Letter: The Time Has Come to Legalize Recreational Marijuana

Letter to the editor submitted by Sean Goldrick, who served two terms as a Democratic member of the Greenwich Board of Estimate and Taxation.  He lives in Riverside.

During a recent broadcast of WNPR’s public affairs program “The Wheelhouse” journalists broke out in howls of derisive laughter when it was mentioned that General Assembly Democrats were reviving legislation to legalize the use of recreational marijuana.

The next day, Hearst published an editorial in its Fairfield County newspapers opposing legalization this session, calling it “simply a distracting subplot,” and denouncing “paying for past sins through the income of vices.”

Yet, contrary to the press corps’s opposition, legalization is an issue whose time has come.

Support for legalization is gaining momentum across the country.  Last fall, voters in California, Nevada, Maine and Massachusetts approved ballot measures legalizing recreational marijuana use.  Montana, North Dakota, Arkansas and Florida residents voted to legalize medical marijuana, or make its medicinal use easier.  That makes eight states that have now legalized recreational marijuana, and 30 that permit the use of marijuana for medical purposes.  Indeed, Canadian Prime Minister Justin Trudeau introduced legislation last month to legalize marijuana across Canada.

Americans now strongly support legalization.  According to a CBS poll published this spring, 61% of Americans favor legalization, while only 33% oppose it.  Three-quarters of Americans under 35 favor legalization, as do 62% of Americans between the ages of 35 and 64.  The poll also revealed that half of all Americans have tried marijuana at some point in their lives.

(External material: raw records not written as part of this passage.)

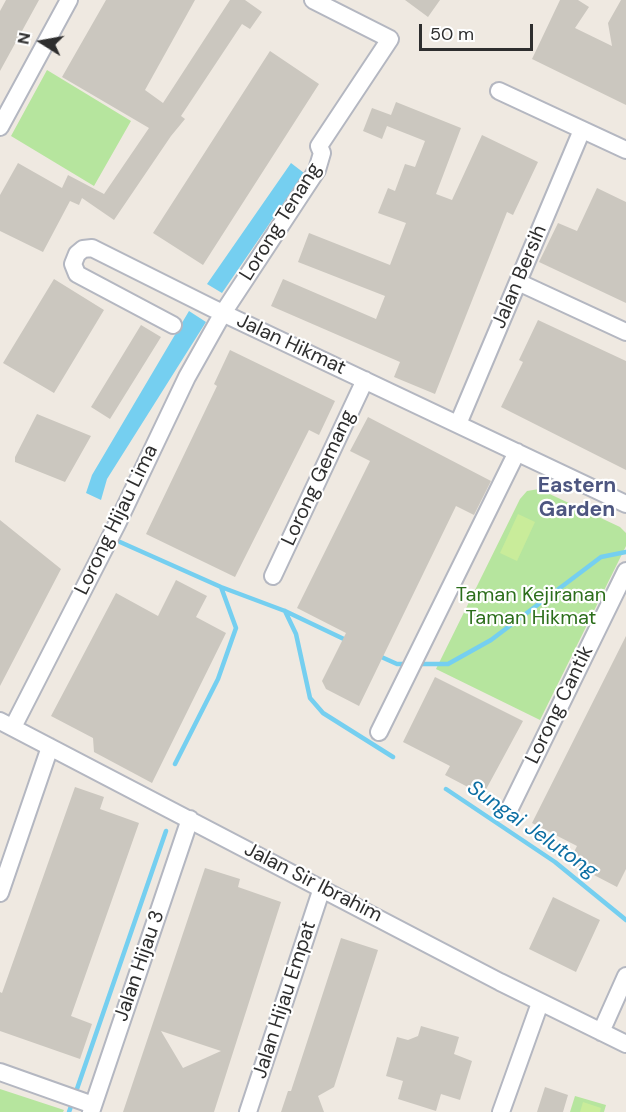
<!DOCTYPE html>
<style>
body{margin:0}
#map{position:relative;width:626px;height:1112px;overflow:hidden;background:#efe9e1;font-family:"DM Sans",sans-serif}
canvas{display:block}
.north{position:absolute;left:12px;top:12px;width:60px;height:60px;-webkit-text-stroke:4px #fff;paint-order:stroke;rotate:281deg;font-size:16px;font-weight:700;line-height:24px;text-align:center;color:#2e2e2e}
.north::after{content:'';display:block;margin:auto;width:21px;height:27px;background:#2e2e2e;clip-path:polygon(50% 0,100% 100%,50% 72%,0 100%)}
.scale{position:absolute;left:419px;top:24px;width:114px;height:27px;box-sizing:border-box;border:3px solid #2e2e2e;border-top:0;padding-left:8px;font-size:18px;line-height:21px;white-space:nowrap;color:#2e2e2e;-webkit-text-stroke:4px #fff;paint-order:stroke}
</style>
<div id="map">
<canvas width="626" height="1112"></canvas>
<div class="north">N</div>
<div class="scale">50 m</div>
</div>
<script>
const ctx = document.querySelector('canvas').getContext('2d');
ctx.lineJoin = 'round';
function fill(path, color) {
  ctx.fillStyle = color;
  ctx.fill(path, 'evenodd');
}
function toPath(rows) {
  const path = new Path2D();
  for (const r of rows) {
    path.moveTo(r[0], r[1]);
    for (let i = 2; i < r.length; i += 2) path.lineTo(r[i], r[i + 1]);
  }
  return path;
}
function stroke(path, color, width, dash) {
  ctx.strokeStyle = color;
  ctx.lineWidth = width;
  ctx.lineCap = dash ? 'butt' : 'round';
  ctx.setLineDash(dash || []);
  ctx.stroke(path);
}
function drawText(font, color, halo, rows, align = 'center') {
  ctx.font = font + ' "DM Sans",sans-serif';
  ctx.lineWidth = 4.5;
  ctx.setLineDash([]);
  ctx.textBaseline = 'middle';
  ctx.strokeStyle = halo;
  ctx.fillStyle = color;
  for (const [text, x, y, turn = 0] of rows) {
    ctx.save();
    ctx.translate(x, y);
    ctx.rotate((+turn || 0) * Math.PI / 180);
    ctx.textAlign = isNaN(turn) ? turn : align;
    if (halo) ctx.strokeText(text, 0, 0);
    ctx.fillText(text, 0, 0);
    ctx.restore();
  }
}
fill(toPath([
 [47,70,131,121,94,186,11,136],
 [539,489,620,527,626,533,626,546,540,720,436,669,520,499,527,491],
 [0,1089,64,1110,63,1112,0,1112],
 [575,1096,606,1105,604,1112,570,1112]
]), '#b6e59e');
fill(toPath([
 [518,514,535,522,517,561,500,553],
 [583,1102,601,1108,600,1112,580,1112]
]), '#c9ec9a');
fill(toPath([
 [291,163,304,173,222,293,207,284],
 [189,311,206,322,107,479,101,500,86,493,92,475]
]), '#75cff0');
stroke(toPath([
 [120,542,221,587,285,611,348,641],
 [285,611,296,634,310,698,323,713,393,757],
 [377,655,397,664,409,664],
 [417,664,448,664,491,640,601,557,626,552],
 [175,764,218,679,236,628,221,587],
 [446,789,555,862,626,920],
 [69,1112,166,831]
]), '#75cff0', 4.5);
fill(toPath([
 [6,0,39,0,0,71,0,11],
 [106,0,195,0,145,90,163,103,230,0,245,0,262,12,250,29,242,24,181,116,185,119,171,136,114,220,82,198,79,205,70,201,43,252,0,231,0,195,18,163,62,188,68,175,104,194,149,128,62,77],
 [405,0,440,0,428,17],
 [560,0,578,0,589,7,575,28,612,46,608,23,621,0,626,0,626,105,532,59],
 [270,51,319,84,203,265,153,233],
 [396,102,461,128,436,194,452,200,482,135,538,162,513,215,507,212,435,394,394,377,400,362,271,306,283,279,376,319,385,296,298,262,309,233,390,265,406,223,378,213,388,188,395,191,405,164,415,167,425,141,387,126,382,139,363,131,372,108,391,115],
 [597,188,626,202,626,303,539,262,558,223,577,231],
 [54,279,104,310,54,393,3,363],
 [538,320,626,361,626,470,501,407,523,362,519,360],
 [141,325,161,337,110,419,91,407],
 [230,350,335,401,319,435,309,430,235,577,146,534,217,386,214,384],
 [37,414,91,436,65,482,15,462,15,457],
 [368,417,491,481,474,515,456,506,359,706,326,689,322,681,346,633,297,608,370,461,350,451],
 [0,520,61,569,0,686],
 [176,580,207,596,196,617,226,633,152,783,94,752,93,738,51,716,116,593,158,616],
 [626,636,626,869,617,887,569,862,577,846,532,823],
 [435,677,523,721,483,795,445,775,450,766,403,742],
 [75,787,104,797,100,809,139,823,71,1016,92,1024,80,1059,0,1031,0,992,2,993],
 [205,868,240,879,238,887,281,902,214,1112,123,1112],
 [161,1031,221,1051,183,1068],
 [553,897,600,920,576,972,529,949],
 [341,938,378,950,334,1087,318,1096,324,1112,281,1112,288,1091,291,1091],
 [421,1026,459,1037,454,1054,472,1061,460,1100,441,1094,436,1111,398,1099,403,1081,386,1076,397,1037,408,1040,418,1036],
 [545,1087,568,1095,563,1112,537,1112]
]), '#cbc7bf');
const street = toPath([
 [499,91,626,150],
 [0,127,69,0],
 [518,282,626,332],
 [173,325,77,274,73,264,77,254,83,249,92,248,212,308,626,504],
 [458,424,582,130],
 [273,576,365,380],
 [0,721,500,982,626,1044],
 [13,727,117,524,187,377,223,313,317,170,322,153,319,146,390,39,313,0],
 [379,732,517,452],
 [510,808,626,571],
 [0,893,50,747],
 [601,1032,626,976],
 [0,1072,93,1105],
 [91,1112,190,819],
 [248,1112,322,888],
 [501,1112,540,1003]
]);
stroke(street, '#b4b7c1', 20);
stroke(street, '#fff', 16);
drawText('20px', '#2e2e2e', '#fff', [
 ["Lorong Tenang",281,222,-58],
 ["Jalan Bersih",520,277,-67],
 ["Jalan Hikmat",291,345,25],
 ["Lorong Gemang",319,478,-65],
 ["Lorong Hijau Lima",117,520,-64],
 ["Lorong Cantik",560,705,-64],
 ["Jalan Sir Ibrahim",313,883,27],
 ["Jalan Hijau 3",140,966,-71],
 ["Jalan Hijau Empat",285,1000,-72]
]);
drawText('20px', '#2c6e1b', '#fff', [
 ["Taman Kejiranan",531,596],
 ["Taman Hikmat",531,619]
]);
drawText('bold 21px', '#4d5680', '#fff', [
 ["Eastern",577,486],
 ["Garden",577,510]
]);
drawText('italic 21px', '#0d6fa3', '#fff', [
 ["Sungai Jelutong",532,830,35]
]);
</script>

Connecticut has already come a long way toward legalization.  In 2011, the state decriminalized possession of small amounts of marijuana, and the following year enacted legislation permitting the prescription of marijuana for medical purposes. Today, more than 4,000 licensed physicians in Connecticut prescribe marijuana for over 18,000 patients.

Among the many common sense reasons for legalization, an important one is budgetary.  Fully two-thirds of all states are facing budget deficits, including Connecticut, which is dealing with a projected deficit of nearly $5 billion over the next two years.  Marijuana presents an important new source of tax revenue that cannot be ignored.  Among the states that have legalized recreational use, Colorado collected over a quarter of a billion dollars in sales tax from marijuana last year.  Oregon, in its first year of marijuana sales, collected over $60 million in sales taxes, while Washington took in $67 million.  Washington expects to collect over a quarter of a billion dollars in marijuana revenues in 2017, and more than $300 million in 2018.

Connecticut’s Office of Fiscal Analysis estimates that Connecticut could collect over $13 million in tax revenues in its first fiscal year, rising to more than $60 million in the second year.  If Connecticut follows Washington’s and Colorado’s pattern, in its third year of operation, the state could receive tax revenues of $120-180 million.

That would mean that the state could generate enough tax revenues from marijuana sales to maintain the earned income tax credit program for hard-working, low-income families, a program which Republicans are attempting to virtually eliminate; or substantially reduce borrowings required for school construction; or provide much needed support for educational cost sharing.

Yet even if Connecticut weren’t facing a major budget deficit requiring more revenues, legalization should still be enacted.

Dr. David Nathan, psychiatrist and professor at Rutgers Robert Wood Johnson Medical School, put it best in his testimony before the general assembly: “I’ve seen too many cases of lives ruined by marijuana – not by the drug itself, but by a justice system that chooses a sledgehammer to kill a weed.”

Nationally, more than half a million Americans are arrested every year for simple possession of marijuana, and more than 200,000 have lost federal financial aid eligibility for college due to marijuana convictions.  According to the ACLU, police arrest more people for simple marijuana possession than for all violent crimes combined.

The time has come for Connecticut to legalize recreational marijuana.  The general assembly has before it a strong bill in HB 11, proposed by Senator Martin Looney and Representative Toni Walker.  Opinion polls show strong support for legalization, and our state needs the tax revenues.

It’s time for the general assembly to act.  The press corps can catch up later.